* GOAL OF THE EXERCISE *
Each line that includes the word "tools" should be copied from the records.

* DATASET RECORDS *
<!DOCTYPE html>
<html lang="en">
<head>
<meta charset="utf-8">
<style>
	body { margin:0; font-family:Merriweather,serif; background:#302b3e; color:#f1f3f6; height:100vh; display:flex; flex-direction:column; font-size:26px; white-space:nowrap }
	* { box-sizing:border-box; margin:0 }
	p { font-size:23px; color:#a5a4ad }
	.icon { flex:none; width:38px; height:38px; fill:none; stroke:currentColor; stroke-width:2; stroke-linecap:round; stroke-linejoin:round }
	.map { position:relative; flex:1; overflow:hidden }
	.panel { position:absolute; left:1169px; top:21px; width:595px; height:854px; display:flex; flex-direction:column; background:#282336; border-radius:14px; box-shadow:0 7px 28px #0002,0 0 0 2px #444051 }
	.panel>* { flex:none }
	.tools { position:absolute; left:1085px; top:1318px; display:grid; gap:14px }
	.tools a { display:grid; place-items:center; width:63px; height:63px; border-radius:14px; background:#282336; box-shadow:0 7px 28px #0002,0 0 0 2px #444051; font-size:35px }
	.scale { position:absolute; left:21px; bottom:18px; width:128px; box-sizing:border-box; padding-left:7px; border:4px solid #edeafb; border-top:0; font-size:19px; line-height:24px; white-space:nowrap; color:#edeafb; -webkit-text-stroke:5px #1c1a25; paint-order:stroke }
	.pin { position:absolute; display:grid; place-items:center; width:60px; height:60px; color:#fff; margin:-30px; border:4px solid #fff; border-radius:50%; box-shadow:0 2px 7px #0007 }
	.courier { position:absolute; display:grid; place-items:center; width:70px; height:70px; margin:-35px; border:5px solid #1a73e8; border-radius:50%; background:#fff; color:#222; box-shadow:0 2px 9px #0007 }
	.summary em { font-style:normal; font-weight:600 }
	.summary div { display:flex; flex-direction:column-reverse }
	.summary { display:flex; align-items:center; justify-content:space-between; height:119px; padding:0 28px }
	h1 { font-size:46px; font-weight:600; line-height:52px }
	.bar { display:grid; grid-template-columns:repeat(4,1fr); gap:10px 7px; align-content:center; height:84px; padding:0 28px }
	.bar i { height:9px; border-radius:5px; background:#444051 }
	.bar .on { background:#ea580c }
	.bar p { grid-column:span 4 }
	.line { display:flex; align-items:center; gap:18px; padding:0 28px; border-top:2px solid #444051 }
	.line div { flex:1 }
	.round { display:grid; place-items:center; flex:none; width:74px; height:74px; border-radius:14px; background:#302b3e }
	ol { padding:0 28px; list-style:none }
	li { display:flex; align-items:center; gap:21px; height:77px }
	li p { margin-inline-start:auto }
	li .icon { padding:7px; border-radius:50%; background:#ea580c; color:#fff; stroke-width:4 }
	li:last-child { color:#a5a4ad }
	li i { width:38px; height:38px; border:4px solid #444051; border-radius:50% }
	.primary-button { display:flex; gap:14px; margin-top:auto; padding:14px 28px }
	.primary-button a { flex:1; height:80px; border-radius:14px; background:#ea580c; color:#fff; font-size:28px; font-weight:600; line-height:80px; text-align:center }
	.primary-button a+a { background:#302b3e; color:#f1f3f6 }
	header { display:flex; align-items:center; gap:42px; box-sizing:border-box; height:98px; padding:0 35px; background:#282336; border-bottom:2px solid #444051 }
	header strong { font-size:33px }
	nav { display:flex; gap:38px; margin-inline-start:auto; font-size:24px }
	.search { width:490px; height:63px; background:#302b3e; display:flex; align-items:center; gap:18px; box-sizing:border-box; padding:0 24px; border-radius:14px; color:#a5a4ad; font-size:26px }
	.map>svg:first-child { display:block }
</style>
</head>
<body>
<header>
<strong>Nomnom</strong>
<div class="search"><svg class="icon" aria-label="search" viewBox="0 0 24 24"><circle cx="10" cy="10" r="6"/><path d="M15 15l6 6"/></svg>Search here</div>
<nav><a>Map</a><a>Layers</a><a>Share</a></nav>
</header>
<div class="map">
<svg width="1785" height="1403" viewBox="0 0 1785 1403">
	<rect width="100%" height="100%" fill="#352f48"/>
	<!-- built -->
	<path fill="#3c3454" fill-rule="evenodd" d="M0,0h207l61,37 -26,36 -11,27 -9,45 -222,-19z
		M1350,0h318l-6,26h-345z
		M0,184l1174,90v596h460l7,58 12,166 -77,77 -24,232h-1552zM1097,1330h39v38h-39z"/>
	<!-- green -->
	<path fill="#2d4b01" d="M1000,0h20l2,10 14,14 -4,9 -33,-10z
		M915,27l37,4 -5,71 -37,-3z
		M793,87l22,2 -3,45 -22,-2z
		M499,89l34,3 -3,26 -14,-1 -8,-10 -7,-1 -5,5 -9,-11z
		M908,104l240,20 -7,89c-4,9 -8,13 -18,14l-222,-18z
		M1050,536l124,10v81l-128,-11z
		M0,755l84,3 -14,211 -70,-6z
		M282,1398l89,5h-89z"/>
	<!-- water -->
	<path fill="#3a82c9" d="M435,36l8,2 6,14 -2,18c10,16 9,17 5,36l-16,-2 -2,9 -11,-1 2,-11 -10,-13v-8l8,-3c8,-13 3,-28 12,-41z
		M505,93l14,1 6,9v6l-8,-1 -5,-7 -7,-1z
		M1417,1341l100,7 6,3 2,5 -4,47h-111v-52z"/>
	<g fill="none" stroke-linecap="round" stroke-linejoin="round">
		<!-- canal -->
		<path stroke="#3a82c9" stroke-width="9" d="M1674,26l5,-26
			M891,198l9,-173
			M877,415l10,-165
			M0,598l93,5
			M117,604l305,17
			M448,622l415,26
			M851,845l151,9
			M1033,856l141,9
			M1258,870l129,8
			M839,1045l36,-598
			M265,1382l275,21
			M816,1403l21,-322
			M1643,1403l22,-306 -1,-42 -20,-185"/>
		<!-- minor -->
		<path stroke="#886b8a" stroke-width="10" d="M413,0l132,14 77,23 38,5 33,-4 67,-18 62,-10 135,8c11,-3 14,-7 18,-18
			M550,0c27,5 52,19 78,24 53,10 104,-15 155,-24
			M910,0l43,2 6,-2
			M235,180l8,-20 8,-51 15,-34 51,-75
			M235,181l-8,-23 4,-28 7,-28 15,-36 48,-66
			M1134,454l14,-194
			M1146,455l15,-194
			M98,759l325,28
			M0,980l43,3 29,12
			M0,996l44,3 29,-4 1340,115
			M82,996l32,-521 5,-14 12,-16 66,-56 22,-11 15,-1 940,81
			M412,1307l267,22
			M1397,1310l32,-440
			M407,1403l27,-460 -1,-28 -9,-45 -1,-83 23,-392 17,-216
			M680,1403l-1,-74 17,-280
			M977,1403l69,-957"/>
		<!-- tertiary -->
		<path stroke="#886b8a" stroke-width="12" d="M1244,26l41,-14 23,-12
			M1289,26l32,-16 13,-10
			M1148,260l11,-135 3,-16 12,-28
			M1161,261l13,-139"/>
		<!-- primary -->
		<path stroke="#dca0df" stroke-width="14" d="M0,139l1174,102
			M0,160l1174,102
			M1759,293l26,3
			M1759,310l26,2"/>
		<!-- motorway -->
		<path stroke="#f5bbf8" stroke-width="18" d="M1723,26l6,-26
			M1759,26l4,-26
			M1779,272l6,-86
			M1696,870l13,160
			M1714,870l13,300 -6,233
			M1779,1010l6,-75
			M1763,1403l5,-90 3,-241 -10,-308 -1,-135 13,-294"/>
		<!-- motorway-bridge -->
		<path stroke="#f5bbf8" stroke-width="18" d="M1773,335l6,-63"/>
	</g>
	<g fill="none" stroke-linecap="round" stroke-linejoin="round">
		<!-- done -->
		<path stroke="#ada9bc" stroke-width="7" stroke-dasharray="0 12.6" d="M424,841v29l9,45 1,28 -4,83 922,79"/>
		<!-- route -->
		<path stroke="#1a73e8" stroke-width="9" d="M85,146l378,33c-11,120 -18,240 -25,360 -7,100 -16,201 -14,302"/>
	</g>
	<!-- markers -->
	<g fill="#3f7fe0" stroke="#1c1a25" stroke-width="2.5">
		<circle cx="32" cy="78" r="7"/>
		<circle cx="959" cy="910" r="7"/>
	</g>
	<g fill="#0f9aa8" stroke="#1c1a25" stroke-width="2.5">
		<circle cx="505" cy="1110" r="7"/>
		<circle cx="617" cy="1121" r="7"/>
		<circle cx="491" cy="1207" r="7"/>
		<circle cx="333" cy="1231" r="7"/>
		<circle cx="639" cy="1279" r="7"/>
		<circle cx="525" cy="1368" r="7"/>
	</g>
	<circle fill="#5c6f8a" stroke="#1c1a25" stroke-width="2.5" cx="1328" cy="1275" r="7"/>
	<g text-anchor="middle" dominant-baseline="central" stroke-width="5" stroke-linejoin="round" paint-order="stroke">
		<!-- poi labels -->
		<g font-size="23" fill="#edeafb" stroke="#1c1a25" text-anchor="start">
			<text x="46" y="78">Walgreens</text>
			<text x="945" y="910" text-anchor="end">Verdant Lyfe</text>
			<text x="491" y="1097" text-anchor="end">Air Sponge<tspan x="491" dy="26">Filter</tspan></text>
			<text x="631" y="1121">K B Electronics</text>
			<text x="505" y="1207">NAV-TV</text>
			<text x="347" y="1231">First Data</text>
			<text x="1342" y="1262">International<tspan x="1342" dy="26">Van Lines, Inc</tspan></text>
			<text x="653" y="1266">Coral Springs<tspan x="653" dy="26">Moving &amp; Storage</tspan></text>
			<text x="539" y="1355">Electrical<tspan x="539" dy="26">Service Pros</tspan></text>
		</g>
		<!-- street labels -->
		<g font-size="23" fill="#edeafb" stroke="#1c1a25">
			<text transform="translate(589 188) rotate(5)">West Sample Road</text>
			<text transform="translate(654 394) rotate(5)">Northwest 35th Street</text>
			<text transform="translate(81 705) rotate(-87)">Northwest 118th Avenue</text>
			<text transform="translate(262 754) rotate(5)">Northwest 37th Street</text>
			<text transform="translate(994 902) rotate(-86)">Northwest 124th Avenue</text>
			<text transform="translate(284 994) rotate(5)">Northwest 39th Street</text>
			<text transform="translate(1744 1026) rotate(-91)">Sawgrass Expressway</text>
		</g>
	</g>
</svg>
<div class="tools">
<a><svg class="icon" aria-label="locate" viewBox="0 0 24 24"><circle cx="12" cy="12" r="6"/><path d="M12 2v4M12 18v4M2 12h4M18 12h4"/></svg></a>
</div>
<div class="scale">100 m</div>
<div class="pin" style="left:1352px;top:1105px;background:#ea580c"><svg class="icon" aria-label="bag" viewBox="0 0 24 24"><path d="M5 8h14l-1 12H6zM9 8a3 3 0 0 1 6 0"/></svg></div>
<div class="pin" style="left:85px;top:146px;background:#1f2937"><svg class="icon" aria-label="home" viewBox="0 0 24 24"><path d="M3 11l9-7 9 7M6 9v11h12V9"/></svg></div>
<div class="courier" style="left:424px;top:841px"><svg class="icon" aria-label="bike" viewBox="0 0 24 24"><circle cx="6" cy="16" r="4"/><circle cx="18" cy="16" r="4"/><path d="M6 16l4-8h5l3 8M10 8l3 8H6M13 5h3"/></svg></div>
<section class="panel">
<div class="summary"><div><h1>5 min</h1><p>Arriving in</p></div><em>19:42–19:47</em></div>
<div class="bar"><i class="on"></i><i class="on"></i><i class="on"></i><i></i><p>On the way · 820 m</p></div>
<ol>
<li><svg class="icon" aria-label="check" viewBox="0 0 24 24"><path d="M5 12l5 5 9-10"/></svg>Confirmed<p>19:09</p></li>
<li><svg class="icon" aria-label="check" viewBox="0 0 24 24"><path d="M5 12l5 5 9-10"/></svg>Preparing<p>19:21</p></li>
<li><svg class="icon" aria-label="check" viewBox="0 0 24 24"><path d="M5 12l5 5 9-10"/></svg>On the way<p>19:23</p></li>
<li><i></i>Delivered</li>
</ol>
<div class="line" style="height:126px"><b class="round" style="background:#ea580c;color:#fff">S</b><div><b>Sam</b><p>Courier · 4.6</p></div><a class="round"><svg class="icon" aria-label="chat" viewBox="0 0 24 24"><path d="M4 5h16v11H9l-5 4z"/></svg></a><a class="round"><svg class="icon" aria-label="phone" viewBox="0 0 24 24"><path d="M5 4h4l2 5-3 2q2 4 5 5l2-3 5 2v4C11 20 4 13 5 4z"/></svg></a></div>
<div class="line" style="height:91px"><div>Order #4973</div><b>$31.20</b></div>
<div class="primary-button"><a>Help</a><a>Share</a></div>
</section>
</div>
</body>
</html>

* RESULT FOR THIS TASK *
	.tools { position:absolute; left:1085px; top:1318px; display:grid; gap:14px }
	.tools a { display:grid; place-items:center; width:63px; height:63px; border-radius:14px; background:#282336; box-shadow:0 7px 28px #0002,0 0 0 2px #444051; font-size:35px }
<div class="tools">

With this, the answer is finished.